■ **Exercise instructions**:
In the listing that follows, retype every line from the first through the one containing "position:absolute; left:1780px; top:21px;". Pictures are to be left out.

── Study material ──

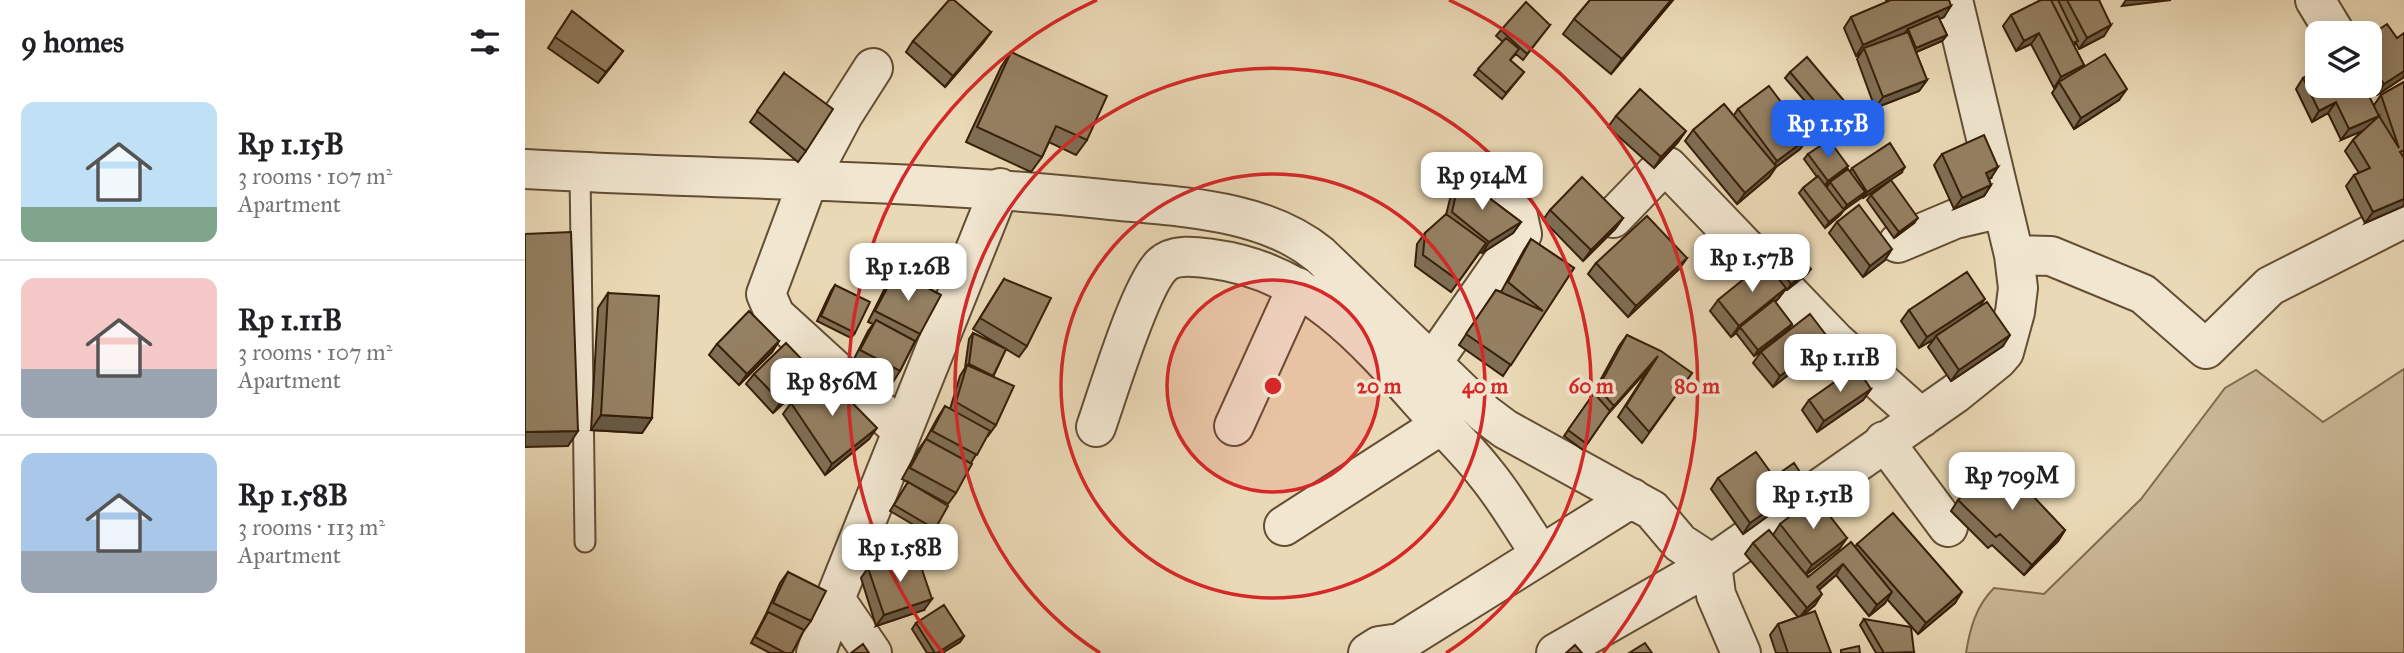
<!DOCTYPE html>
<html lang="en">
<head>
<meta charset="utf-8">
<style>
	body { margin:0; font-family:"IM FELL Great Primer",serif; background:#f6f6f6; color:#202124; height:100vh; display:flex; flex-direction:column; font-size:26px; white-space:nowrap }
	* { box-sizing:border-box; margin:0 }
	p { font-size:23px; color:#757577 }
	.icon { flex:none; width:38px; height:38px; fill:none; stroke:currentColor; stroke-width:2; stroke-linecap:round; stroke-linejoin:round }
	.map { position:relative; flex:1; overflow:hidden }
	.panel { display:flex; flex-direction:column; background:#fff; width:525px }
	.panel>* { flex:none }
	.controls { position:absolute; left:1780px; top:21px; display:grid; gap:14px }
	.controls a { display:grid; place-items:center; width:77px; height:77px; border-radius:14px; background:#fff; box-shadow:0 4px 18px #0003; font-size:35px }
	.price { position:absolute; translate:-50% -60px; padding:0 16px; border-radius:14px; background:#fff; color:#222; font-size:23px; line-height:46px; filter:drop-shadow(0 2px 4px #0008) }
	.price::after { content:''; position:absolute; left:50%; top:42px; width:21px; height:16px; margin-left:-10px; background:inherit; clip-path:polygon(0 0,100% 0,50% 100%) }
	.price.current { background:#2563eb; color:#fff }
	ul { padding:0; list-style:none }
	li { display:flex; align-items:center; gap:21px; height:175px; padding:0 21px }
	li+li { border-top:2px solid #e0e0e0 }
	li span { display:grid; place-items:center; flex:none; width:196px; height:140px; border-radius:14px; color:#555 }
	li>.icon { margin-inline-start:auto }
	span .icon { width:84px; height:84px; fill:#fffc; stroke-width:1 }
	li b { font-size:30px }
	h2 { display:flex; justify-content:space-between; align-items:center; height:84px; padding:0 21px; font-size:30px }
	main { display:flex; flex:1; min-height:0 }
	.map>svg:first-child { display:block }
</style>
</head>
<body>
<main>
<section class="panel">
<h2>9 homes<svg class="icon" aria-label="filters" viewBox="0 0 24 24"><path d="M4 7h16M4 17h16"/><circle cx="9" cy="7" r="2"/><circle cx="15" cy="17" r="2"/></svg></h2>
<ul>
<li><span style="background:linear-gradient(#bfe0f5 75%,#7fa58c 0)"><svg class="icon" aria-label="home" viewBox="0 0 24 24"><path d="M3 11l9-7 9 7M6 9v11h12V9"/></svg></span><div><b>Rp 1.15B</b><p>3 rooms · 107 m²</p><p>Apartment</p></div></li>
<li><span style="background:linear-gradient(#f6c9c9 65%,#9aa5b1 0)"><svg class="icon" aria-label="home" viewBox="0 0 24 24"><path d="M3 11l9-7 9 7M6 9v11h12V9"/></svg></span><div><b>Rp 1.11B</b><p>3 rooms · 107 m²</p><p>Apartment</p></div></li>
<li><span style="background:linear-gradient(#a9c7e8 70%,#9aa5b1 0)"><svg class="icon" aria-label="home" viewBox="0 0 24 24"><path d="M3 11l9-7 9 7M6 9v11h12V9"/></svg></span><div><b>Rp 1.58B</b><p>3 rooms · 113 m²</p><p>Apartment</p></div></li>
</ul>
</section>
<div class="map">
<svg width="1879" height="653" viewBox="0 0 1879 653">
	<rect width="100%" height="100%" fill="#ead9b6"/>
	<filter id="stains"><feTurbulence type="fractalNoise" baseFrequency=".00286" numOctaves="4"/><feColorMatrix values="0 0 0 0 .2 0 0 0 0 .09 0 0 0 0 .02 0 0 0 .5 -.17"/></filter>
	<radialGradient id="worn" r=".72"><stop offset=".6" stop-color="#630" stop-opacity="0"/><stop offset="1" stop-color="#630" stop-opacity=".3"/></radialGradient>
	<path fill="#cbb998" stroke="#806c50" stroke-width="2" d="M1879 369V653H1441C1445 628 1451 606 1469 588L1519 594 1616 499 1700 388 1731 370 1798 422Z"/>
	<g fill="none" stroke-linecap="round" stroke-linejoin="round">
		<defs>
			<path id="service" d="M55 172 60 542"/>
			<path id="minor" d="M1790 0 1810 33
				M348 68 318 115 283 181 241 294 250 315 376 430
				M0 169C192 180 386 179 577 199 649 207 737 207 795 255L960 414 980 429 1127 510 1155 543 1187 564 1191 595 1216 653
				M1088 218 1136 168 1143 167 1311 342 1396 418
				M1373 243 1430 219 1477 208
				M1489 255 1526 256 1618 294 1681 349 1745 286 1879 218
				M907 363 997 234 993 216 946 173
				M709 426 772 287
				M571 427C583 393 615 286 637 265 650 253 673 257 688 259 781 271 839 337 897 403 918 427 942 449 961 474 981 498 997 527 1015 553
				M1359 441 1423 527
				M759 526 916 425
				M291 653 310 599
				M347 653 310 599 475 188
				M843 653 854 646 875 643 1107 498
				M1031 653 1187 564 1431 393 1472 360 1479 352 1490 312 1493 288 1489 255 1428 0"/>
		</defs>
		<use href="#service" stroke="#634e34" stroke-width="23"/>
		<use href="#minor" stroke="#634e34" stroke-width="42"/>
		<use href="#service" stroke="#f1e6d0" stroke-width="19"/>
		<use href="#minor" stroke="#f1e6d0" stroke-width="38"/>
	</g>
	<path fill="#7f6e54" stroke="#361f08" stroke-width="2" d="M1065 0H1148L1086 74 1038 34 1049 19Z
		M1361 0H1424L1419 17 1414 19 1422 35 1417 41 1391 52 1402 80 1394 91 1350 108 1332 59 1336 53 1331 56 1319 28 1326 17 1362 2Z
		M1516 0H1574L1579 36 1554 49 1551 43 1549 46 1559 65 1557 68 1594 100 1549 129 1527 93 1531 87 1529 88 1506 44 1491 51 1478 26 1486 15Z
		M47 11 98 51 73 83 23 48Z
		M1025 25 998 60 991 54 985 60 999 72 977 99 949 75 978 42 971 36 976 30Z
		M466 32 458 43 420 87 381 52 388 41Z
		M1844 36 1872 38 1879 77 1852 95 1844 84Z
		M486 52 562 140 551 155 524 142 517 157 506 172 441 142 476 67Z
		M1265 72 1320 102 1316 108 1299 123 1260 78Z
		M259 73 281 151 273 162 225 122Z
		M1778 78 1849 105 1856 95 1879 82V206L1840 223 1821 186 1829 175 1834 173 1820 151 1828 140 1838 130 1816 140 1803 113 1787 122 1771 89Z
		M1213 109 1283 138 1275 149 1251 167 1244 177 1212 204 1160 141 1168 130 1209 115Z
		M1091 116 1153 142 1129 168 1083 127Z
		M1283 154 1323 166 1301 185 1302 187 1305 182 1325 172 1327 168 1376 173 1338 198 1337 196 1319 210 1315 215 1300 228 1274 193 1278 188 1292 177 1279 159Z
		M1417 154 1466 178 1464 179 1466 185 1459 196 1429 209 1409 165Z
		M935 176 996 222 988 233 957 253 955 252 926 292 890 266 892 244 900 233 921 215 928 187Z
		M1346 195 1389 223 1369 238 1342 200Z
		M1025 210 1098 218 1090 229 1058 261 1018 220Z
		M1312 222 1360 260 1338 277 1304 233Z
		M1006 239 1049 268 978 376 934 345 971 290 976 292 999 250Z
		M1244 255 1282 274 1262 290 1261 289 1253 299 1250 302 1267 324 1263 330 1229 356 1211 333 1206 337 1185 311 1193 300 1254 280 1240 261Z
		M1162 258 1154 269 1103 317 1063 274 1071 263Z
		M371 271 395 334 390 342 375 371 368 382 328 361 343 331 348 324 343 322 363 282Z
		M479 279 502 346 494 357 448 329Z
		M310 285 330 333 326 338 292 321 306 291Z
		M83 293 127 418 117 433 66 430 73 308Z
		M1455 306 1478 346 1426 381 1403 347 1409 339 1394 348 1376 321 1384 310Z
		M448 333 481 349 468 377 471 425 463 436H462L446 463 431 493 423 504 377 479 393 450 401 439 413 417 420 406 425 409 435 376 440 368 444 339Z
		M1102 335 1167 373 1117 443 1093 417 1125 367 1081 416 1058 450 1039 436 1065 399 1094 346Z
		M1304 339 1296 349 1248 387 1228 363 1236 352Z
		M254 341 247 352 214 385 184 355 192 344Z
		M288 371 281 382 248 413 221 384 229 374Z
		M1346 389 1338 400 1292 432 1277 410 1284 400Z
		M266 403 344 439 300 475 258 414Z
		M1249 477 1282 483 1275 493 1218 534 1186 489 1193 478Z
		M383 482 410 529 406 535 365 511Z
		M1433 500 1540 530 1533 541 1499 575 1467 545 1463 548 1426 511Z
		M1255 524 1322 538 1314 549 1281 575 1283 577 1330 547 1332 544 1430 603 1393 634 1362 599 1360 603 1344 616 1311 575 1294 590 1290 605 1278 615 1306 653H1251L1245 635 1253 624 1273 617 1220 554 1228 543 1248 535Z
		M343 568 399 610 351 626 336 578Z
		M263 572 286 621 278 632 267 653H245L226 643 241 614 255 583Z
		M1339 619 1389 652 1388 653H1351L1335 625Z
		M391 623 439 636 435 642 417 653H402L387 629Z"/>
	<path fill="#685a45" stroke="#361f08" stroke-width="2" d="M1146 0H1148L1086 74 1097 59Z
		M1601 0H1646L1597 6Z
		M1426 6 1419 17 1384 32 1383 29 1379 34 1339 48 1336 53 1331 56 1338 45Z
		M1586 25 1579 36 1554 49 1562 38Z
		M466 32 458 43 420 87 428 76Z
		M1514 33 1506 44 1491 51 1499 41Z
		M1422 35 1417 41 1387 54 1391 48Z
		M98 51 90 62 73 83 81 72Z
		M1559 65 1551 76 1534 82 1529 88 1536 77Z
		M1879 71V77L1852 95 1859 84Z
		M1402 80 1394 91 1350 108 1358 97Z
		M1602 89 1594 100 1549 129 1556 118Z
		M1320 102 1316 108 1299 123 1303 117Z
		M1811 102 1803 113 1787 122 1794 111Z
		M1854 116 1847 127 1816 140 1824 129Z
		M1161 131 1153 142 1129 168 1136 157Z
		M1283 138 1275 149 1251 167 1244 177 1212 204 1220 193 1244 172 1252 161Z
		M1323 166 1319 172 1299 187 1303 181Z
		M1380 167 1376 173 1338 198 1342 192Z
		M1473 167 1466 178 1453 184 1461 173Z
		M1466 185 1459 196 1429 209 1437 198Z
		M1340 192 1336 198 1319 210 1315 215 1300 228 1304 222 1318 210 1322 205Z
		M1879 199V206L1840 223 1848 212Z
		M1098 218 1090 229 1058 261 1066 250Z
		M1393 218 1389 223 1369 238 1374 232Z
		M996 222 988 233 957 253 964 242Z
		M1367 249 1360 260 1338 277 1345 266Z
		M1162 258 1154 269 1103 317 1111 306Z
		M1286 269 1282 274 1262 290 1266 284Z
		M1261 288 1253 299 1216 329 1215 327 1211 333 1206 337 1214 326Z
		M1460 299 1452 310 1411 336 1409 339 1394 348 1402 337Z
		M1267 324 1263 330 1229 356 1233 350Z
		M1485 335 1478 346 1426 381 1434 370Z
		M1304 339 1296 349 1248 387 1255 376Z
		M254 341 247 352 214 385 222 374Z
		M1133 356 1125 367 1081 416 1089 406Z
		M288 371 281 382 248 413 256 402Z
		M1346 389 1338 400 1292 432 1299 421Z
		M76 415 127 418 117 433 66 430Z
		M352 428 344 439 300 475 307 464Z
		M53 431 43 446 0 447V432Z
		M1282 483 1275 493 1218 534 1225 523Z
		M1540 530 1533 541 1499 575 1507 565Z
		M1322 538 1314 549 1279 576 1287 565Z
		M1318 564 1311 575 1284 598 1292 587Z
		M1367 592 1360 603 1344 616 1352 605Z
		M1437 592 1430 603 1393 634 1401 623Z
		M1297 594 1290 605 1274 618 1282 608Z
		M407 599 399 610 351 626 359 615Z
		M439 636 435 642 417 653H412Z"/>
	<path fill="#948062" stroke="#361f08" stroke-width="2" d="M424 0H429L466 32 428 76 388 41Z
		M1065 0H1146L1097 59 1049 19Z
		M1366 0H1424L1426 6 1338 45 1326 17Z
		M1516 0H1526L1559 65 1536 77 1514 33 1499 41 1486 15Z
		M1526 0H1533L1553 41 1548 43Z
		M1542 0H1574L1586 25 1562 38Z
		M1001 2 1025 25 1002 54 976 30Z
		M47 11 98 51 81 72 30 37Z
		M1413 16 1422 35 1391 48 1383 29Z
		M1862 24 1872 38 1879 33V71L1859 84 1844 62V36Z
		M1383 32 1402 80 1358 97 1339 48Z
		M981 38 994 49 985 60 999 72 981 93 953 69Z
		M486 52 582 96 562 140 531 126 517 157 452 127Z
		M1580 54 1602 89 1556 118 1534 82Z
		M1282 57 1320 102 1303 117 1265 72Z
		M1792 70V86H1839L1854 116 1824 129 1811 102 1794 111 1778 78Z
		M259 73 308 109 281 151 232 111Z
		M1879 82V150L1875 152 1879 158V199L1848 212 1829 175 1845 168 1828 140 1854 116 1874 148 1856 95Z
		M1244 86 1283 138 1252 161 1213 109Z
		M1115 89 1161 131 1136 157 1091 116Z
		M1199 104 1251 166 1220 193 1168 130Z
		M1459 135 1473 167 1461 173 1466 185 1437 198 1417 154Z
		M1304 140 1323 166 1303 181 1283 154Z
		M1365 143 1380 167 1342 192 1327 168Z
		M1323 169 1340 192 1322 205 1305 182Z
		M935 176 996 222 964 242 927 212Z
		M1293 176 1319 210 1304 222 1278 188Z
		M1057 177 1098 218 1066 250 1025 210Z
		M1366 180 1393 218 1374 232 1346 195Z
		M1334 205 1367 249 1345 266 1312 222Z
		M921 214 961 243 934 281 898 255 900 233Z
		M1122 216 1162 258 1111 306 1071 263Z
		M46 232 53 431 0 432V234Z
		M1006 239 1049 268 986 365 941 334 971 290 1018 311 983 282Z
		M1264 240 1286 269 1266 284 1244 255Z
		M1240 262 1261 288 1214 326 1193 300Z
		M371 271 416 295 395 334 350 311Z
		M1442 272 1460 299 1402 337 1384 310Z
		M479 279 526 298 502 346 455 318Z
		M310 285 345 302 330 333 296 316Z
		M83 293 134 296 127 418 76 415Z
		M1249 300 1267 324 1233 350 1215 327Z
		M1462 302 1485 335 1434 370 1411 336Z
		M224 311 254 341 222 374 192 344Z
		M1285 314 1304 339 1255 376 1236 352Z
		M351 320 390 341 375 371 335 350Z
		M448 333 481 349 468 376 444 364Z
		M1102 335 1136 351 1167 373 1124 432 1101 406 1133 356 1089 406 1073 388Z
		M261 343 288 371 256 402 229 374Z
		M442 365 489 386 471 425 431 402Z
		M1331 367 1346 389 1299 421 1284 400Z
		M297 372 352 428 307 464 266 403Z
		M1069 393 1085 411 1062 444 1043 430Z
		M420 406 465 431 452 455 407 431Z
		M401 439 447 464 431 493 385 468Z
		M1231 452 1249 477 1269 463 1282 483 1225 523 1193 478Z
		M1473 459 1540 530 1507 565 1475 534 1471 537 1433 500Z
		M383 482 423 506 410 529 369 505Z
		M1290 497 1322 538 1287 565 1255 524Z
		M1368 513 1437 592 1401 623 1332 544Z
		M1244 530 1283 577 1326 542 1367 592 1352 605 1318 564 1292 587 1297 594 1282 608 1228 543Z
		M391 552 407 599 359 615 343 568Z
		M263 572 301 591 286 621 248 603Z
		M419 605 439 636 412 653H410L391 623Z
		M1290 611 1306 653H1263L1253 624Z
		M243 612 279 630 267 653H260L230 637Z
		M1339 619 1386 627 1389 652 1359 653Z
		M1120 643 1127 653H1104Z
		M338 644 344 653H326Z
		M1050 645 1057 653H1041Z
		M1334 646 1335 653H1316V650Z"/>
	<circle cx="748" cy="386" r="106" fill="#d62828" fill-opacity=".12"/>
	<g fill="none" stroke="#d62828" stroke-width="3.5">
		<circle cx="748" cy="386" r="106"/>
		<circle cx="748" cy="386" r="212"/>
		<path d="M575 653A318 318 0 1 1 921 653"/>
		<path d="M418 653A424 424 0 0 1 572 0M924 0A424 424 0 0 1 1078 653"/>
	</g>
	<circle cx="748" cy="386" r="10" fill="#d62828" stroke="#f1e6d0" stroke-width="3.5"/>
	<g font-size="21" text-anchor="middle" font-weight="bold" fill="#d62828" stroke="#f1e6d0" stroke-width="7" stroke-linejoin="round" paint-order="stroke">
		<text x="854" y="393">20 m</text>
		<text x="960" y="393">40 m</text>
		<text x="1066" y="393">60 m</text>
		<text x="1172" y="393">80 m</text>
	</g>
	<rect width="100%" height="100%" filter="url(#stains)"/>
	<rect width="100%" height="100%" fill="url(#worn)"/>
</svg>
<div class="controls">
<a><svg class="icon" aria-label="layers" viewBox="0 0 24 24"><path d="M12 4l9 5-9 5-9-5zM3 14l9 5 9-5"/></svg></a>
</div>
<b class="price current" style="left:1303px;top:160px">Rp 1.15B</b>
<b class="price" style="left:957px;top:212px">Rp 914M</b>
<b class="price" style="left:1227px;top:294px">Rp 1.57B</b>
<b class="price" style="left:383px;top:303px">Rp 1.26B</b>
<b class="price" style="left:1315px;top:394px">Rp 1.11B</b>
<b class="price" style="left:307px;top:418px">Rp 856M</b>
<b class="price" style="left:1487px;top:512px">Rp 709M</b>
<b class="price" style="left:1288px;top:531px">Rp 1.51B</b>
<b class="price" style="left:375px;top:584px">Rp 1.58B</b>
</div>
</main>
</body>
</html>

───

■ **Expected answer**:
<!DOCTYPE html>
<html lang="en">
<head>
<meta charset="utf-8">
<style>
	body { margin:0; font-family:"IM FELL Great Primer",serif; background:#f6f6f6; color:#202124; height:100vh; display:flex; flex-direction:column; font-size:26px; white-space:nowrap }
	* { box-sizing:border-box; margin:0 }
	p { font-size:23px; color:#757577 }
	.icon { flex:none; width:38px; height:38px; fill:none; stroke:currentColor; stroke-width:2; stroke-linecap:round; stroke-linejoin:round }
	.map { position:relative; flex:1; overflow:hidden }
	.panel { display:flex; flex-direction:column; background:#fff; width:525px }
	.panel>* { flex:none }
	.controls { position:absolute; left:1780px; top:21px; display:grid; gap:14px }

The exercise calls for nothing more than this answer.